“There was a security guard waiting for me. Your stepfather was there too. I guess I made a bigger impression than I thought.” I glance at him. He is glued to my words, breathing hard. “I guess I forgot to tell you what else I told him. I told him I was in love with you.”
His eyes fall closed. “Ruby…”
“I told him I was in love with you and that you were the bigger, better man.” Tears are starting to pool in my eyes again. I sniff. “I told him that because it’s all true. But it was too much for him. I poked the bear. He knew I was there illegally. He threatened to have me deported.”
Luciano shakes his head, just barely. Eyes still closed. “No,” he whispers fervently. “No.”

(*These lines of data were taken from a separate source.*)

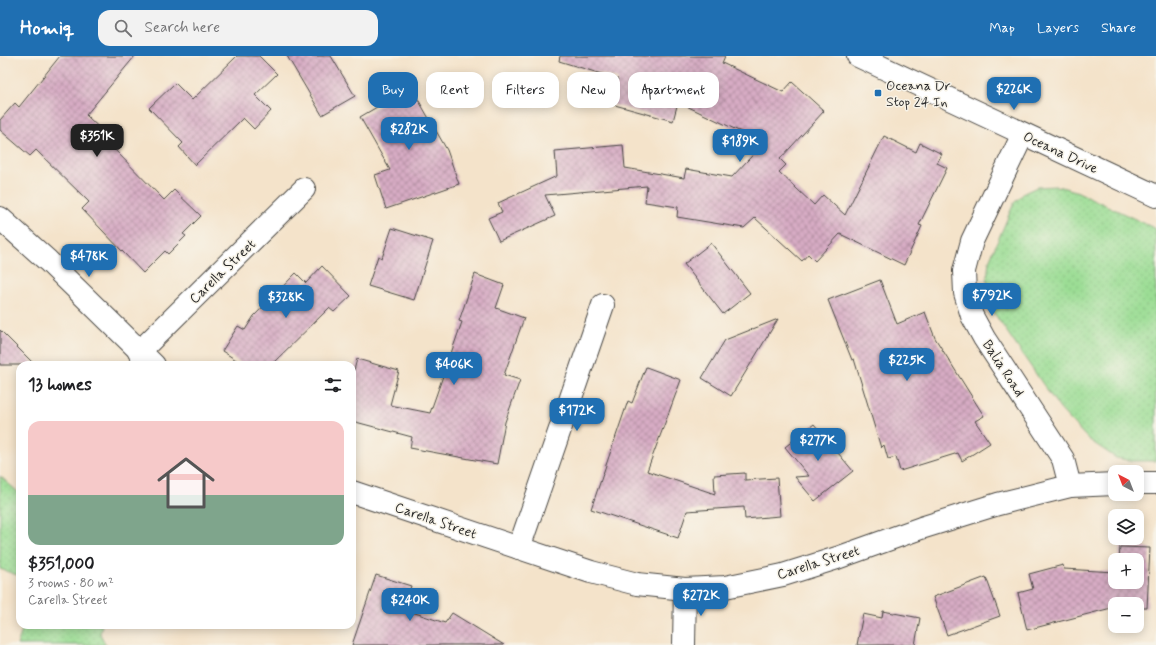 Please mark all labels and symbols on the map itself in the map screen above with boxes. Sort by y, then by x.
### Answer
place label: Oceana Dr Stop 24 In [886,77,951,111]
pin: $226K [986,77,1042,111]
marker: Oceana Dr Stop 24 In [873,88,883,98]
pin: $282K [381,117,437,151]
pin: $351K [69,124,125,158]
street label: Oceana Drive [1020,128,1101,178]
pin: $189K [712,129,768,163]
street label: Carella Street [186,236,260,308]
pin: $478K [61,244,117,278]
pin: $792K [964,283,1020,317]
pin: $328K [258,285,314,319]
street label: Balia Road [978,337,1028,401]
pin: $225K [879,348,935,382]
pin: $406K [426,352,482,386]
pin: $172K [549,398,605,432]
pin: $277K [790,428,846,462]
north arrow [1108,465,1144,501]
street label: Carella Street [392,499,479,543]
street label: Carella Street [775,542,862,584]
pin: $272K [673,583,729,617]
pin: $240K [382,588,438,622]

“He gave me a choice. He said I could leave and never come back to Lisbon. Leave you behind. Never tell you the truth.” I exhale shakily. “Or he would call the authorities and I would be deported back to the US. I had a choice and right there and then I had to make that choice and I am so sorry. I am so fucking sorry Luciano, that I made the wrong choice. I should have gone back to the US, I should have told you what happened. I would have seen my mother. I could have kept in contact with you.”
He opens his eyes. They’re glistening with so much anger and agony as he stares right into my goddamn soul.
“Why didn’t you tell me this?” he asks softly. He sounds so broken.
“Because I didn’t want to,” I admit. “I wanted to tell you the truth. I wanted to tell you I loved you and I would have never ever left you if I didn’t have to. But if I told you about what your stepfather did…I was so afraid of what would happen to you. I was so afraid it would break your relationship in two, for good. That it would make things worse for you after that. I didn’t want to ruin your life, Luciano. And I have prayed that maybe my leaving was something you would understand and that you’d get over.”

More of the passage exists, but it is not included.